Segment Start: Provided data

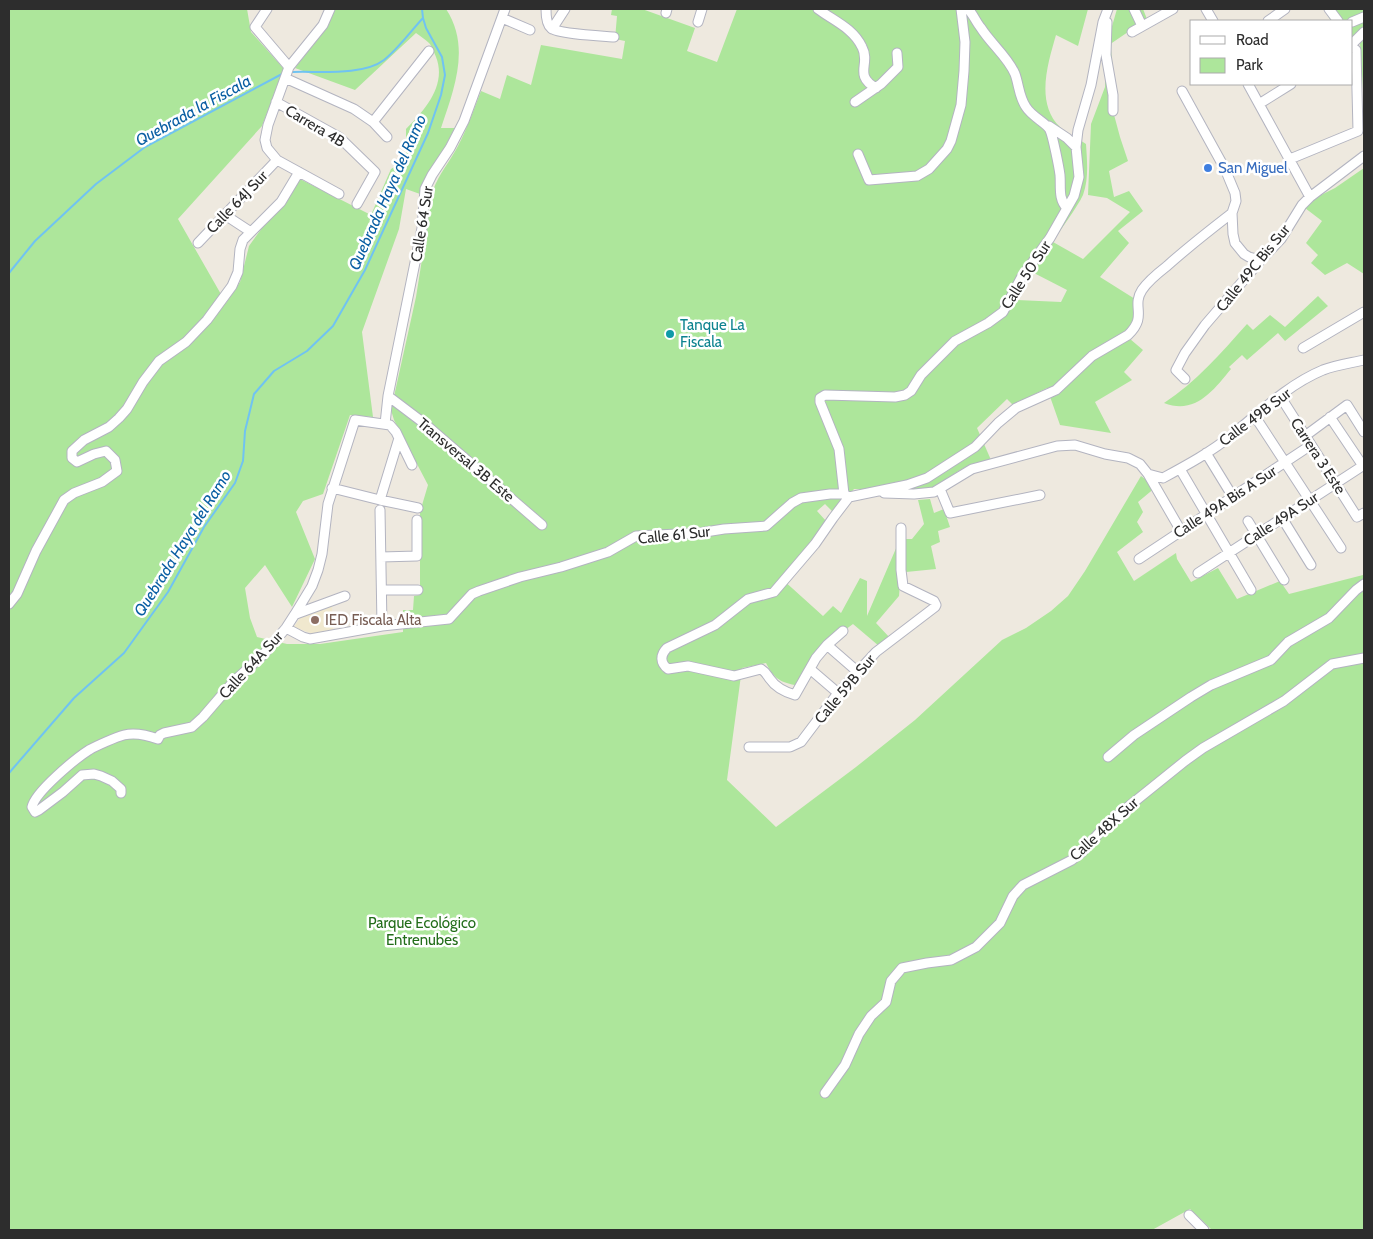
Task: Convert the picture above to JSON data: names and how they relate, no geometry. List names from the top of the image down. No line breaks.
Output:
{"streets":{"street":["Carrera 4B","Calle 64J Sur","Calle 64 Sur","Calle 49C Bis Sur","Calle 50 Sur","Calle 49B Sur","Carrera 3 Este","Transversal 3B Este","Calle 49A Bis A Sur","Calle 49A Sur","Calle 61 Sur","Calle 64A Sur","Calle 59B Sur","Calle 48X Sur"]},"crossings":[["Calle 64 Sur","Transversal 3B Este"],["Calle 64 Sur","Calle 64A Sur"],["Calle 50 Sur","Calle 61 Sur"],["Calle 49B Sur","Carrera 3 Este"],["Carrera 3 Este","Calle 49A Bis A Sur"],["Carrera 3 Este","Calle 49A Sur"]],"water":["Quebrada la Fiscala","Quebrada Haya del Ramo"],"parks":["Parque Ecológico Entrenubes"],"places":["San Miguel","Tanque La Fiscala","IED Fiscala Alta"],"legend":["Road","Park"]}
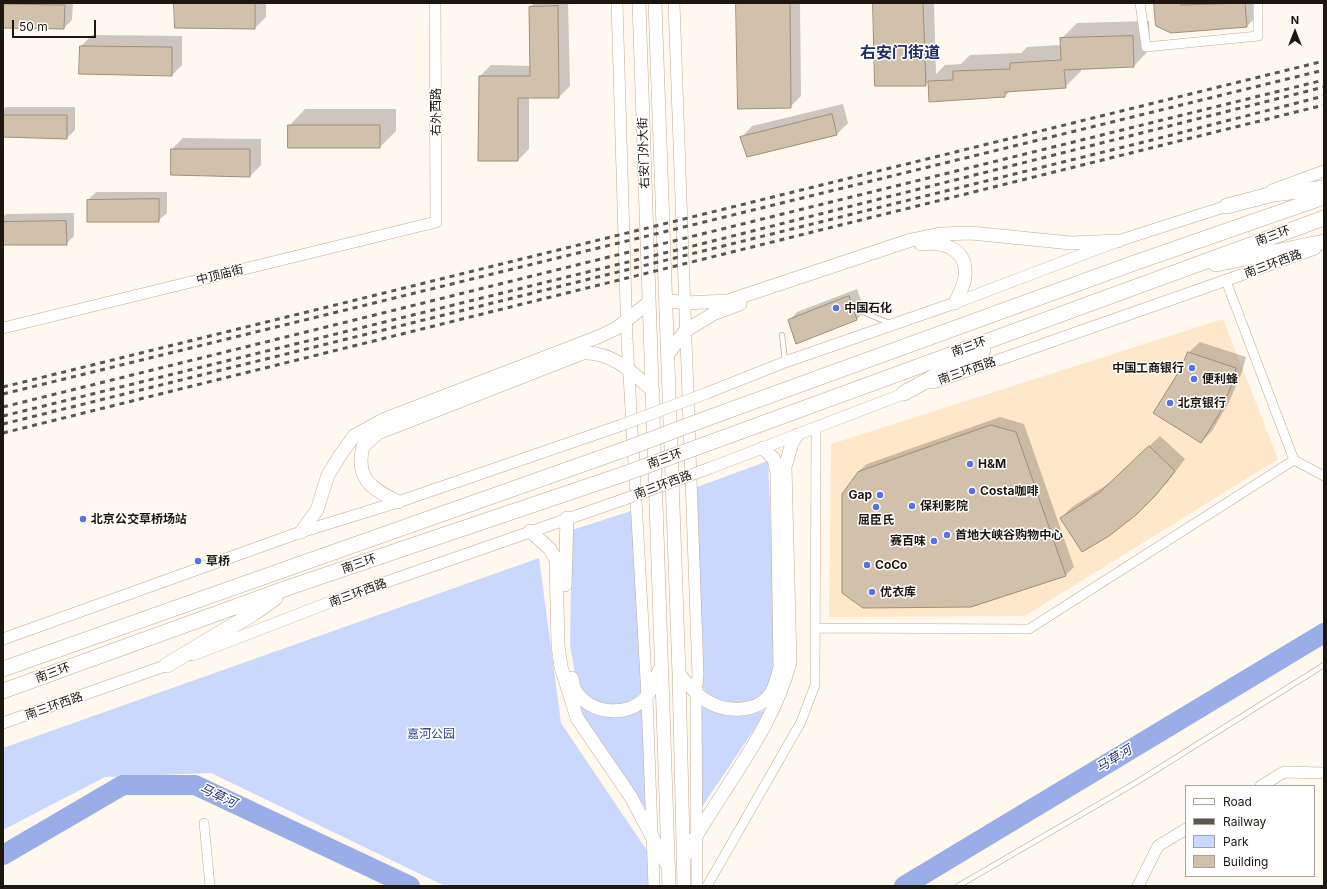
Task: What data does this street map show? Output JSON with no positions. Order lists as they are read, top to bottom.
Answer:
{
  "streets": {
    "highway": ["南三环"],
    "main road": ["右安门外大街"],
    "street": ["右外西路", "南三环西路", "中顶庙街"]
  },
  "crossings": [
    ["右外西路", "中顶庙街"]
  ],
  "districts": ["右安门街道"],
  "water": ["马草河"],
  "parks": ["嘉河公园"],
  "places": [
    "中国石化",
    "中国工商银行",
    "便利蜂",
    "北京银行",
    "H&M",
    "Costa咖啡",
    "Gap",
    "保利影院",
    "屈臣氏",
    "北京公交草桥场站",
    "首地大峡谷购物中心",
    "赛百味",
    "草桥",
    "CoCo",
    "优衣库"
  ],
  "legend": [
    "Road",
    "Railway",
    "Park",
    "Building"
  ],
  "scale_bar": "50 m",
  "north": "top"
}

Segment End: Provided data

### Exercise prompt
Could you output every record above exactly as written, leaving out the pictures?

### Output for this exercise
Task: Convert the picture above to JSON data: names and how they relate, no geometry. List names from the top of the image down. No line breaks.
Output:
{"streets":{"street":["Carrera 4B","Calle 64J Sur","Calle 64 Sur","Calle 49C Bis Sur","Calle 50 Sur","Calle 49B Sur","Carrera 3 Este","Transversal 3B Este","Calle 49A Bis A Sur","Calle 49A Sur","Calle 61 Sur","Calle 64A Sur","Calle 59B Sur","Calle 48X Sur"]},"crossings":[["Calle 64 Sur","Transversal 3B Este"],["Calle 64 Sur","Calle 64A Sur"],["Calle 50 Sur","Calle 61 Sur"],["Calle 49B Sur","Carrera 3 Este"],["Carrera 3 Este","Calle 49A Bis A Sur"],["Carrera 3 Este","Calle 49A Sur"]],"water":["Quebrada la Fiscala","Quebrada Haya del Ramo"],"parks":["Parque Ecológico Entrenubes"],"places":["San Miguel","Tanque La Fiscala","IED Fiscala Alta"],"legend":["Road","Park"]}
Task: What data does this street map show? Output JSON with no positions. Order lists as they are read, top to bottom.
Answer:
{
  "streets": {
    "highway": ["南三环"],
    "main road": ["右安门外大街"],
    "street": ["右外西路", "南三环西路", "中顶庙街"]
  },
  "crossings": [
    ["右外西路", "中顶庙街"]
  ],
  "districts": ["右安门街道"],
  "water": ["马草河"],
  "parks": ["嘉河公园"],
  "places": [
    "中国石化",
    "中国工商银行",
    "便利蜂",
    "北京银行",
    "H&M",
    "Costa咖啡",
    "Gap",
    "保利影院",
    "屈臣氏",
    "北京公交草桥场站",
    "首地大峡谷购物中心",
    "赛百味",
    "草桥",
    "CoCo",
    "优衣库"
  ],
  "legend": [
    "Road",
    "Railway",
    "Park",
    "Building"
  ],
  "scale_bar": "50 m",
  "north": "top"
}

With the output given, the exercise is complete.